BTW...if interested I wrote a VBA solution for this too. :)
 

JS80

Lifer
Oct 24, 2005
26,271
7
81
Originally posted by: theknight571
How bout this:

=IF(ISNA(VLOOKUP("fail",E7:E25,1,FALSE)),"Pass","Fail")

This way, if Fail shows up anywhere in the column range it returns Fail.

So if they all say Pass it returns Pass, if any cell in the range says Fail, then it returns Fail no matter how many other cells say Pass.

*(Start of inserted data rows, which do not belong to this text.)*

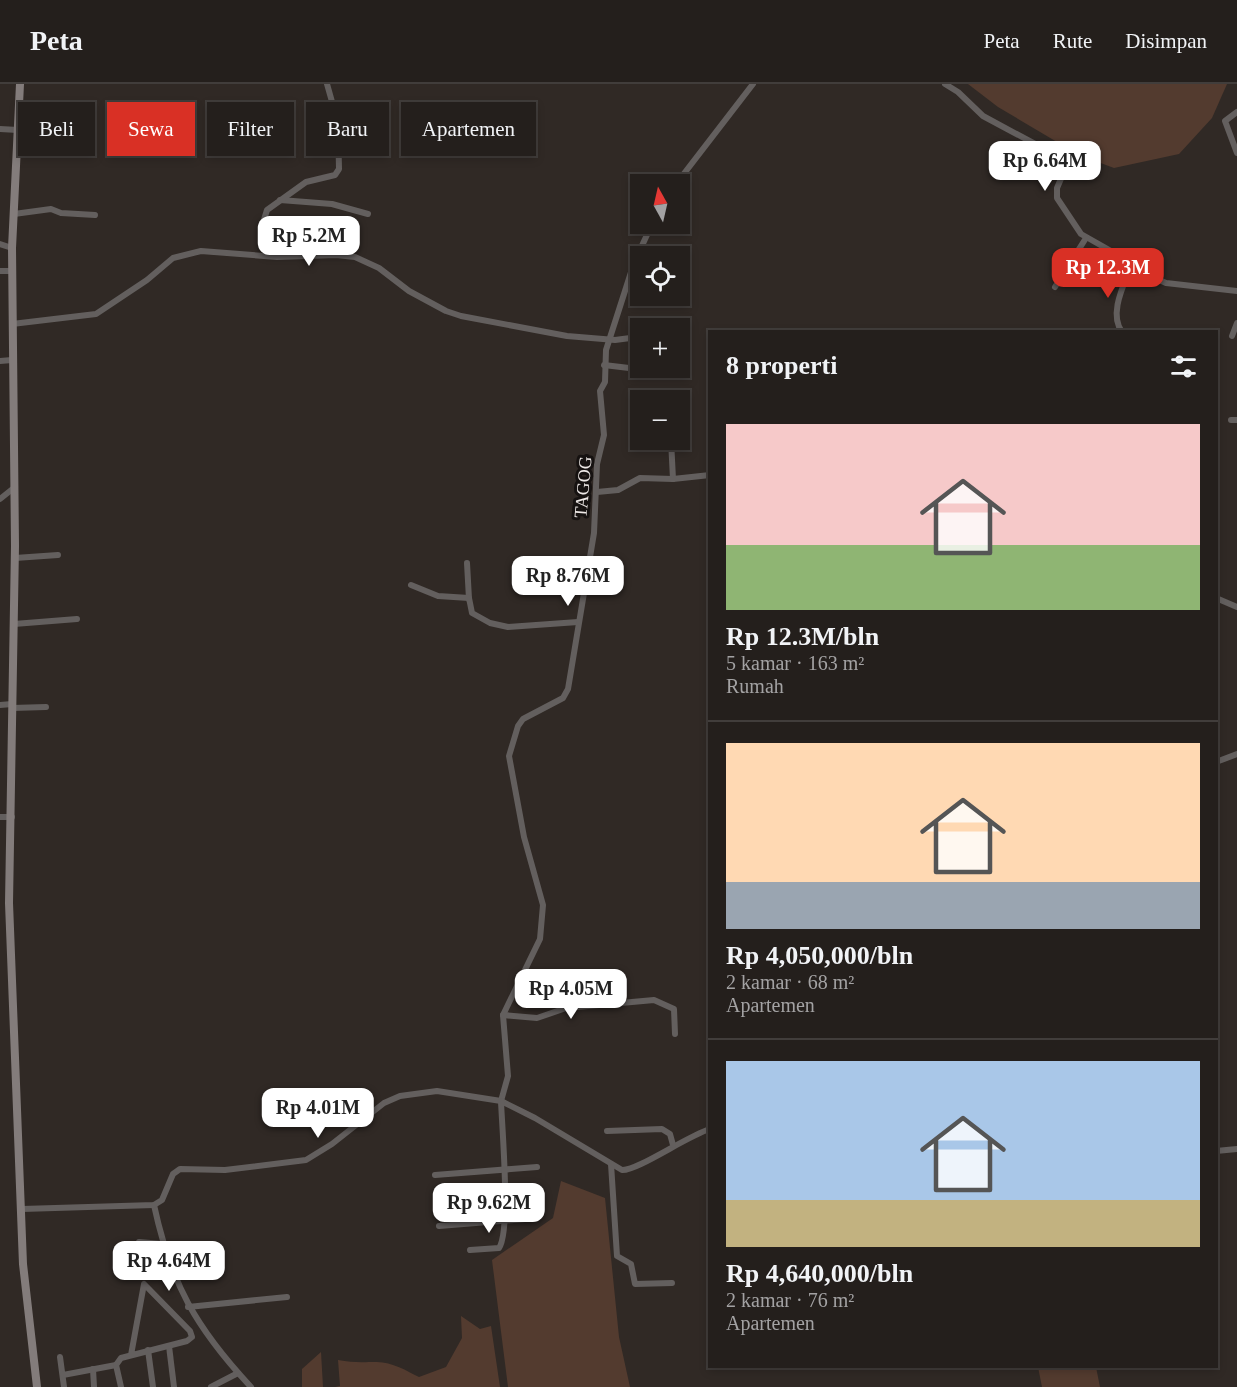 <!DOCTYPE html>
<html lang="id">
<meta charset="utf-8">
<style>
:root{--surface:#241f1c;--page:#302c29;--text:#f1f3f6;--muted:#a3a2a3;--line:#413d3b;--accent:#d93025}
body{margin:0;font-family:"Times New Roman",serif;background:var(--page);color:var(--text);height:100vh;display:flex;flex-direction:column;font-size:22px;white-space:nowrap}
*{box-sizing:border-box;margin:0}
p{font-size:20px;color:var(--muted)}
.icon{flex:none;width:33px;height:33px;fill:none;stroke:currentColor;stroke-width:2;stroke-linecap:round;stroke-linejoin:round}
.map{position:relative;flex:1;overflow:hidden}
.side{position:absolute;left:708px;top:246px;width:510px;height:1038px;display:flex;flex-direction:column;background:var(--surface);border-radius:0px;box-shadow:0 3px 9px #0003,0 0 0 2px var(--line)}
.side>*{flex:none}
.banner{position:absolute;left:18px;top:18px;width:570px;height:54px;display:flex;gap:12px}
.needle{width:39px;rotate:352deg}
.tools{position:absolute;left:630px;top:90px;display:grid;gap:12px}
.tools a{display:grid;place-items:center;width:60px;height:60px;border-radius:0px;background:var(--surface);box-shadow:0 3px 9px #0003,0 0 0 2px var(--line);font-size:30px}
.price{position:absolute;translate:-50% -51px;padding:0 14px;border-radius:12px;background:#fff;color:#222;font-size:20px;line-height:39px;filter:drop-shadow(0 2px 3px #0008)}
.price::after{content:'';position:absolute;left:50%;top:36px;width:18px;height:14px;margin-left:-9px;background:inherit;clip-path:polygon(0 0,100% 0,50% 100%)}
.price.selected{background:var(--accent);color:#fff}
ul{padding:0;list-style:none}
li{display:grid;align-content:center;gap:12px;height:318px;padding:0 18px}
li+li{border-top:2px solid var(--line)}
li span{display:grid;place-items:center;height:186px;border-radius:0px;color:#555}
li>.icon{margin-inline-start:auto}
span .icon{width:108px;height:108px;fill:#fffc;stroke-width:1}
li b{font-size:26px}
h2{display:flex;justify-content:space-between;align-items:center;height:72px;padding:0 18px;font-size:26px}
.pill{padding:0 21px;border-radius:0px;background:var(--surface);box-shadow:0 3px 9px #0003,0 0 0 2px var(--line);font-size:21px;line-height:54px}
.pill.selected{background:var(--accent);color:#fff}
header{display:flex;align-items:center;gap:36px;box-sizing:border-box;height:84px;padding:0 30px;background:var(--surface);border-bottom:2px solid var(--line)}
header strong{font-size:28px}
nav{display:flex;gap:33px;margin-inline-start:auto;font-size:21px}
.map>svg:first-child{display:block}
</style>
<header>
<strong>Peta</strong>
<nav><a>Peta</a><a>Rute</a><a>Disimpan</a></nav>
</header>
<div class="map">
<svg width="1237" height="1303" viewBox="0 0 1237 1303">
<rect width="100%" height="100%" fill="#302925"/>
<g fill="#533b2f">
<polygon points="968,0 1227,0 1212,34 1179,70 1114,84 1079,71 998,23"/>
<polygon points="561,1097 605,1114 619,1253 630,1303 508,1303 492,1176 553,1134"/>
<path d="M461,1232L480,1245L491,1242L500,1303H335L340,1302L338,1276C353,1279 363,1278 377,1278C392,1278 407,1287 419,1293L446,1283L462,1254Z"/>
<polygon points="321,1268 323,1303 302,1303 302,1285"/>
<polygon points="1038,1283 1096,1283 1100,1303 1042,1303"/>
</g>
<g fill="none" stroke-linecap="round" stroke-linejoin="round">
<g stroke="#635f5e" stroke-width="6">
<polyline points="945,0 958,8 983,32 1065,76 1066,83 1057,104 1057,114 1081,150 1132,179 1146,190 1166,199 1237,207"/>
<polyline points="1237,28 1225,37 1237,69"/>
<polyline points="0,45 18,46"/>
<polyline points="676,100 753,0"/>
<polyline points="280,116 332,120 368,130"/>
<polyline points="14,130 51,125 61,129 95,131"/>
<polyline points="0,160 12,164"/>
<polyline points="267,172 263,139 267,126 306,98 335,91 339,85 338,39 327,0"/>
<polyline points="0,187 12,187"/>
<polyline points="1055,203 1086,154"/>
<polyline points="12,240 96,230 147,196 173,174 201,167 277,173 336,171 355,173 379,184 409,207 446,227 461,232 567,252 615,256 638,253"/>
<path d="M1122,248C1108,229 1125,199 1132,179"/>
<polyline points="1232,252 1237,239"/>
<polyline points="0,277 12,276"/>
<polyline points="604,281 654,287"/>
<polyline points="1231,336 1237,336"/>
<polyline points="671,356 673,395"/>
<polyline points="597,408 618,406 640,394 673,395 710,391"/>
<polyline points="0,415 15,403"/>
<polyline points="15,474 58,471"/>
<polyline points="467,479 469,515"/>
<polyline points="411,501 438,512 469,514 472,529 490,539 508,543 578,538"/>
<polyline points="1216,514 1237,523"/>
<polyline points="14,540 77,535"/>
<polyline points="0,621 12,620"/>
<polyline points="12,624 46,623"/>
<polyline points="1216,678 1237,670"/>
<polyline points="0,733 12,733"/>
<polyline points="503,931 537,934 566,924 654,916 674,925 675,950"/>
<path d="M501,1017L535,1034L622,1086C637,1087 687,1052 710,1045"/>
<polyline points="607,1047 662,1045 670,1050 673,1061"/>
<polyline points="1216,1067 1237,1065"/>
<polyline points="611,1080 617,1172 631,1180 635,1200 672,1199"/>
<polyline points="435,1091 537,1083"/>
<polyline points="436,1117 528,1111"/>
<path d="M154,1121C171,1200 196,1244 251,1303"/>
<polyline points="22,1125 154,1121 162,1116 173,1090 180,1085 225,1086 306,1076 332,1060 384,1019 400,1012 437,1007 501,1017 508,992 503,931 540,855 543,821 524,753 509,672 518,642 523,635 563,614 568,605 594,449 597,380 604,351 600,307 605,298 606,266 634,179 652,140"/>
<polyline points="439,1142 537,1134"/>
<polyline points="139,1158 162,1160"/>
<path d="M470,1166L499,1164C511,1147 502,1044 501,1017"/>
<polyline points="188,1223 287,1213"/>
<polyline points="169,1262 174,1303"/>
<polyline points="148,1266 153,1303"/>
<polyline points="60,1273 64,1303"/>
<polyline points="93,1285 94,1303"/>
<polyline points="63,1291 116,1281"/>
<polyline points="121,1303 116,1281 121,1274 187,1257 192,1253 190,1247 144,1200 131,1271"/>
<polyline points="211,1303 238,1289"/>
</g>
<polyline stroke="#837c7b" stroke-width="8" points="20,0 12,164 15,462 9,819 23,1180 37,1303"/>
</g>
<g text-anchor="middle" stroke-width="6" stroke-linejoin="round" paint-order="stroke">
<g font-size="18" fill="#eee9e7" stroke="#161211">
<text transform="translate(583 403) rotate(-85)" y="6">TAGOG</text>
</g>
</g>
</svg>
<div class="tools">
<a><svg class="needle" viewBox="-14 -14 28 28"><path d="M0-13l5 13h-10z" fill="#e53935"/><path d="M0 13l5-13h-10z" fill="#a3a2a3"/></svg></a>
<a><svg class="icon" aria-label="locate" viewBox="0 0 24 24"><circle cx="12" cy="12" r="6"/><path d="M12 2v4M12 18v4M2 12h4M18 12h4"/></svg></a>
<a>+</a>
<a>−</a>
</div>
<b class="price" style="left:1045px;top:108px">Rp 6.64M</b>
<b class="price" style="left:309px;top:183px">Rp 5.2M</b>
<b class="price selected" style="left:1108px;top:215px">Rp 12.3M</b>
<b class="price" style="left:568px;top:523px">Rp 8.76M</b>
<b class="price" style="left:571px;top:936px">Rp 4.05M</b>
<b class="price" style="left:318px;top:1055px">Rp 4.01M</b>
<b class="price" style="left:489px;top:1150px">Rp 9.62M</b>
<b class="price" style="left:169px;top:1208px">Rp 4.64M</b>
<div class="banner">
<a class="pill">Beli</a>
<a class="pill selected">Sewa</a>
<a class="pill">Filter</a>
<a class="pill">Baru</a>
<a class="pill">Apartemen</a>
</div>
<section class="side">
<h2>8 properti<svg class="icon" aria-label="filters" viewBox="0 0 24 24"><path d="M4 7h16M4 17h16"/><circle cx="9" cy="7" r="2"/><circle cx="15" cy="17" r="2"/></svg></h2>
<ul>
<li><span style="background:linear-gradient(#f6c9c9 65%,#8fb573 0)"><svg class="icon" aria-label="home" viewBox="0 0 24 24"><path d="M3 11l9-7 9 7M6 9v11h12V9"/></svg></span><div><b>Rp 12.3M/bln</b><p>5 kamar · 163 m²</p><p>Rumah</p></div></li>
<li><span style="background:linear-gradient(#ffd9b3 75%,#9aa5b1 0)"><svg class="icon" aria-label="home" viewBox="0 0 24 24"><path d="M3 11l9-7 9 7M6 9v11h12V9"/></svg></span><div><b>Rp 4,050,000/bln</b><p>2 kamar · 68 m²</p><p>Apartemen</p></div></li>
<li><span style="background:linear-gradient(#a9c7e8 75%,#c2b280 0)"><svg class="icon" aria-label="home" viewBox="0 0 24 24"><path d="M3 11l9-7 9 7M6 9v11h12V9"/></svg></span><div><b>Rp 4,640,000/bln</b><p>2 kamar · 76 m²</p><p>Apartemen</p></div></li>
</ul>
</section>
</div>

At least that's how I'm understanding the requirement.

:)

:thumbsup:
 

dullard

Elite Member
May 21, 2001
26,200
4,871
126
Oh, I like this version:

=IF(COUNTIF(E7:E25,"fail")>0,"Fail",IF(COUNTBLANK(E7:E25)>0,"Tests are incomplete",IF(COUNTIF(E7:E25,"pass")=COUNTA(E7:E25),"Pass","Indeterminant")))

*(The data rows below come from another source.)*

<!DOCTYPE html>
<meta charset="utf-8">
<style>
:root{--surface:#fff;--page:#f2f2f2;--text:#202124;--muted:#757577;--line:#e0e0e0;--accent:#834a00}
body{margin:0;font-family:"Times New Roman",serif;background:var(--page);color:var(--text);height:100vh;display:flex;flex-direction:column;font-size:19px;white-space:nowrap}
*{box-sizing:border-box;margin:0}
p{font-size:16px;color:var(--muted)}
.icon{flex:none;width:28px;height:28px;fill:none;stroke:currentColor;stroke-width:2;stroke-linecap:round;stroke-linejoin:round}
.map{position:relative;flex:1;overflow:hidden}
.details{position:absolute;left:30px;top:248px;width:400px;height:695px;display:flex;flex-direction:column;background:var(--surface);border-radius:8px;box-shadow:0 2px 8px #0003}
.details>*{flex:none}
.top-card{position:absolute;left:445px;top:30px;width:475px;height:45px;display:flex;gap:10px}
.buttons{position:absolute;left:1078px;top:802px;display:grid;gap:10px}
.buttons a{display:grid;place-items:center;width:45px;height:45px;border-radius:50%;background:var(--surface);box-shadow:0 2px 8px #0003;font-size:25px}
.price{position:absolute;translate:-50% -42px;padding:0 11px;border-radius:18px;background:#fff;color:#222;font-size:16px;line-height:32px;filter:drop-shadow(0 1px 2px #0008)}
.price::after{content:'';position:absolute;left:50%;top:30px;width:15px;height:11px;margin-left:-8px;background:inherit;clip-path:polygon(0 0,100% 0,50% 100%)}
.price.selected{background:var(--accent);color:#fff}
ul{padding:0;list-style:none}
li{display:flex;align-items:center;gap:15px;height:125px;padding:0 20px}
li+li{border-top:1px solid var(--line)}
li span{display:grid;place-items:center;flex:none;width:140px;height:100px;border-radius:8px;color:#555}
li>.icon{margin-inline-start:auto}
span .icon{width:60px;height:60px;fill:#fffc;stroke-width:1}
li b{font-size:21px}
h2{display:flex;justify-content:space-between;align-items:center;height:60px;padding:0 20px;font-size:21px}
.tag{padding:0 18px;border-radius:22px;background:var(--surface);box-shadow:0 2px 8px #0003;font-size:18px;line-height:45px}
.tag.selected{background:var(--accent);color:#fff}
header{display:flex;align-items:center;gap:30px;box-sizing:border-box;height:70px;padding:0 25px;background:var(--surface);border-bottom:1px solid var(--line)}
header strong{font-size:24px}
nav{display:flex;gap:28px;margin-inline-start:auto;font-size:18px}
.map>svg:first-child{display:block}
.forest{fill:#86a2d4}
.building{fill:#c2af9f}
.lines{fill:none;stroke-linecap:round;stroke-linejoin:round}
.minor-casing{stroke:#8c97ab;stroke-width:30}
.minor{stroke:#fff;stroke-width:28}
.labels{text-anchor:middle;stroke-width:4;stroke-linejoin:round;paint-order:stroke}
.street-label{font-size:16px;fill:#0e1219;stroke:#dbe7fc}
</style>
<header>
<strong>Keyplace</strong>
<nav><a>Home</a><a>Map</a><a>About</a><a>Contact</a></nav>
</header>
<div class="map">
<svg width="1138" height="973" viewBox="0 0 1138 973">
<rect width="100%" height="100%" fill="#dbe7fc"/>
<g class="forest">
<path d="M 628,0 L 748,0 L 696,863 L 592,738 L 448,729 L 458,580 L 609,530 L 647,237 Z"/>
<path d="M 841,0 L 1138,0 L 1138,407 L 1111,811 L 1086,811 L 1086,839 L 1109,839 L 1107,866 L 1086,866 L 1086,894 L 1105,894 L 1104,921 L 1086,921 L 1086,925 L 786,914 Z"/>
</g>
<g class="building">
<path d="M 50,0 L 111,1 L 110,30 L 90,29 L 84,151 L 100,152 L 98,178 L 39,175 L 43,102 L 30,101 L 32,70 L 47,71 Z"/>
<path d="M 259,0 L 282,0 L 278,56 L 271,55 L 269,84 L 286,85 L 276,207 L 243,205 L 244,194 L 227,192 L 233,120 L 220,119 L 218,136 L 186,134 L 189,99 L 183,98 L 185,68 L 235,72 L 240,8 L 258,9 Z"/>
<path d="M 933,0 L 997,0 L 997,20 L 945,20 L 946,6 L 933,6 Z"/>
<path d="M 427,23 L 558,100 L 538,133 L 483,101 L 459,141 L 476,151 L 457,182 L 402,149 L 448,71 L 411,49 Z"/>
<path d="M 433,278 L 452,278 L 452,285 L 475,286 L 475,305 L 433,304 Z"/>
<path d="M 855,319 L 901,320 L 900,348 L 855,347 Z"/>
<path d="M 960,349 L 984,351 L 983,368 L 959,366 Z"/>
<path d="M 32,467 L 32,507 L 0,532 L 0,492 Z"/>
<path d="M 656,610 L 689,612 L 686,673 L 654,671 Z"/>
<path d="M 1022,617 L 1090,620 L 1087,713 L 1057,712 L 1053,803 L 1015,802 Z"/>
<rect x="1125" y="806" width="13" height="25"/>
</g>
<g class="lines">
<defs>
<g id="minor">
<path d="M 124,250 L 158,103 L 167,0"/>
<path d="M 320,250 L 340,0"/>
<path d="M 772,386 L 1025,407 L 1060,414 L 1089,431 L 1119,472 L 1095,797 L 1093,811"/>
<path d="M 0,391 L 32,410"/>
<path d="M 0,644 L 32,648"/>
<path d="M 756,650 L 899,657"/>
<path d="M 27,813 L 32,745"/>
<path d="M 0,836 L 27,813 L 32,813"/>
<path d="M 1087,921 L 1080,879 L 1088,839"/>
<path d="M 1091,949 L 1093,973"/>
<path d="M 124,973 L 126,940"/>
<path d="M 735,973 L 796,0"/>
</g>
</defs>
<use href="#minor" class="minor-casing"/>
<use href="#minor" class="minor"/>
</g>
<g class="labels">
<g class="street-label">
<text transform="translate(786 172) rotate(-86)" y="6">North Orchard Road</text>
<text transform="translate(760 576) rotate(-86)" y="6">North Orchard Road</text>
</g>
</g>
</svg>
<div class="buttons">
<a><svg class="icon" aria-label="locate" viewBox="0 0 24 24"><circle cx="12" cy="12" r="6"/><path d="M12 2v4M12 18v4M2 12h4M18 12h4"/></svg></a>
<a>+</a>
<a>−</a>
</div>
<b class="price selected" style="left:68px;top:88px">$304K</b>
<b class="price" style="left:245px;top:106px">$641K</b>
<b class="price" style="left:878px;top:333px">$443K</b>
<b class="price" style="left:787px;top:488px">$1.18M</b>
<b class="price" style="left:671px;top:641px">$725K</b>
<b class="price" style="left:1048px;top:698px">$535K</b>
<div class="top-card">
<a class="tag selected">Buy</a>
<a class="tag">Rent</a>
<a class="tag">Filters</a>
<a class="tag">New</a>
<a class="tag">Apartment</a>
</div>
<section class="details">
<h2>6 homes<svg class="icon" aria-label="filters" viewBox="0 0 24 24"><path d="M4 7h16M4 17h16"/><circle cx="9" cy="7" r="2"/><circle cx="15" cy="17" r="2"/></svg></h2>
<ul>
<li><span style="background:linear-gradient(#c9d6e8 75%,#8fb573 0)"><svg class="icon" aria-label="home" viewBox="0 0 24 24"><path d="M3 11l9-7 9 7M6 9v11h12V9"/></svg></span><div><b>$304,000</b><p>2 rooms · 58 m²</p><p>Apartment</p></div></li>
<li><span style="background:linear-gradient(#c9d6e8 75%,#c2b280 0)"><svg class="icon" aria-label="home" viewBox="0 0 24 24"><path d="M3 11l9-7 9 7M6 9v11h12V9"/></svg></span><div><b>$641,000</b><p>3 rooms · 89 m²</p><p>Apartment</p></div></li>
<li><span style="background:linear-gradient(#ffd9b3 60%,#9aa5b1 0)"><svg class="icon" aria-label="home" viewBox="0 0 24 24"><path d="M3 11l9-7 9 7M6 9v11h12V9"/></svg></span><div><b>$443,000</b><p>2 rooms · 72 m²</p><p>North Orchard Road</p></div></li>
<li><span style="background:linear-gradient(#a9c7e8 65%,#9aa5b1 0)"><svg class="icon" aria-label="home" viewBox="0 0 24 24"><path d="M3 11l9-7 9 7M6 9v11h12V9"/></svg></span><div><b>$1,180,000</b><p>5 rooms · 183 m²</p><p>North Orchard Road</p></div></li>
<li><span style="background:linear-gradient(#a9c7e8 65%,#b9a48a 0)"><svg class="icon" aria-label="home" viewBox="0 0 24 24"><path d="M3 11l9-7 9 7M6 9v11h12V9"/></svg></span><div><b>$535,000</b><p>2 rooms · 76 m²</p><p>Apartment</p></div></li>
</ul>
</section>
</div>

[*]If any cell says "fail", then it says fail.
[*]If any cell is blank, it says that the tests are incomplete.
[*]If any cell is inappropriately answered, it says it is indeterminant.
[*]If all cells say "pass", then it says pass.
 

Hankerton

Golden Member
Apr 11, 2003
1,814
0
0
Originally posted by: dullard
Oh, I like this version:

=IF(COUNTIF(E7:E25,"fail")>0,"Fail",IF(COUNTBLANK(E7:E25)>0,"Tests are incomplete",IF(COUNTIF(E7:E25,"pass")=COUNTA(E7:E25),"Pass","Indeterminant")))

[*]If any cell says "fail", then it says fail.
[*]If any cell is blank, it says that the tests are incomplete.
[*]If any cell is inappropriately answered, it says it is indeterminant.
[*]If all cells say "pass", then it says pass.

That is a great version, does very close to what I'm trying to do. But what if I made the problem more difficult:

Lets say I have 10 tests

The results could be: Pass, Fail, In Progress, or Blocked

If ALL cells equal Pass, the test is marked "Pass"
If ANY cell Fails, the test is marked "Fail"
If ANY cell is In Progress, and NONE are marked "Fail" OR "Blocked", then the overall test is marked "In Progress"
If ANY cell is Blocked, and NONE are marked "Fail", then the overall test is marked "Blocked" (Even if there are some cells marked "In Progress")

I know this is a tough problem, but I wanted to see if this can be worked out within Excels formula limitations.

Thanks again for any help!! :beer:'s for everyone!!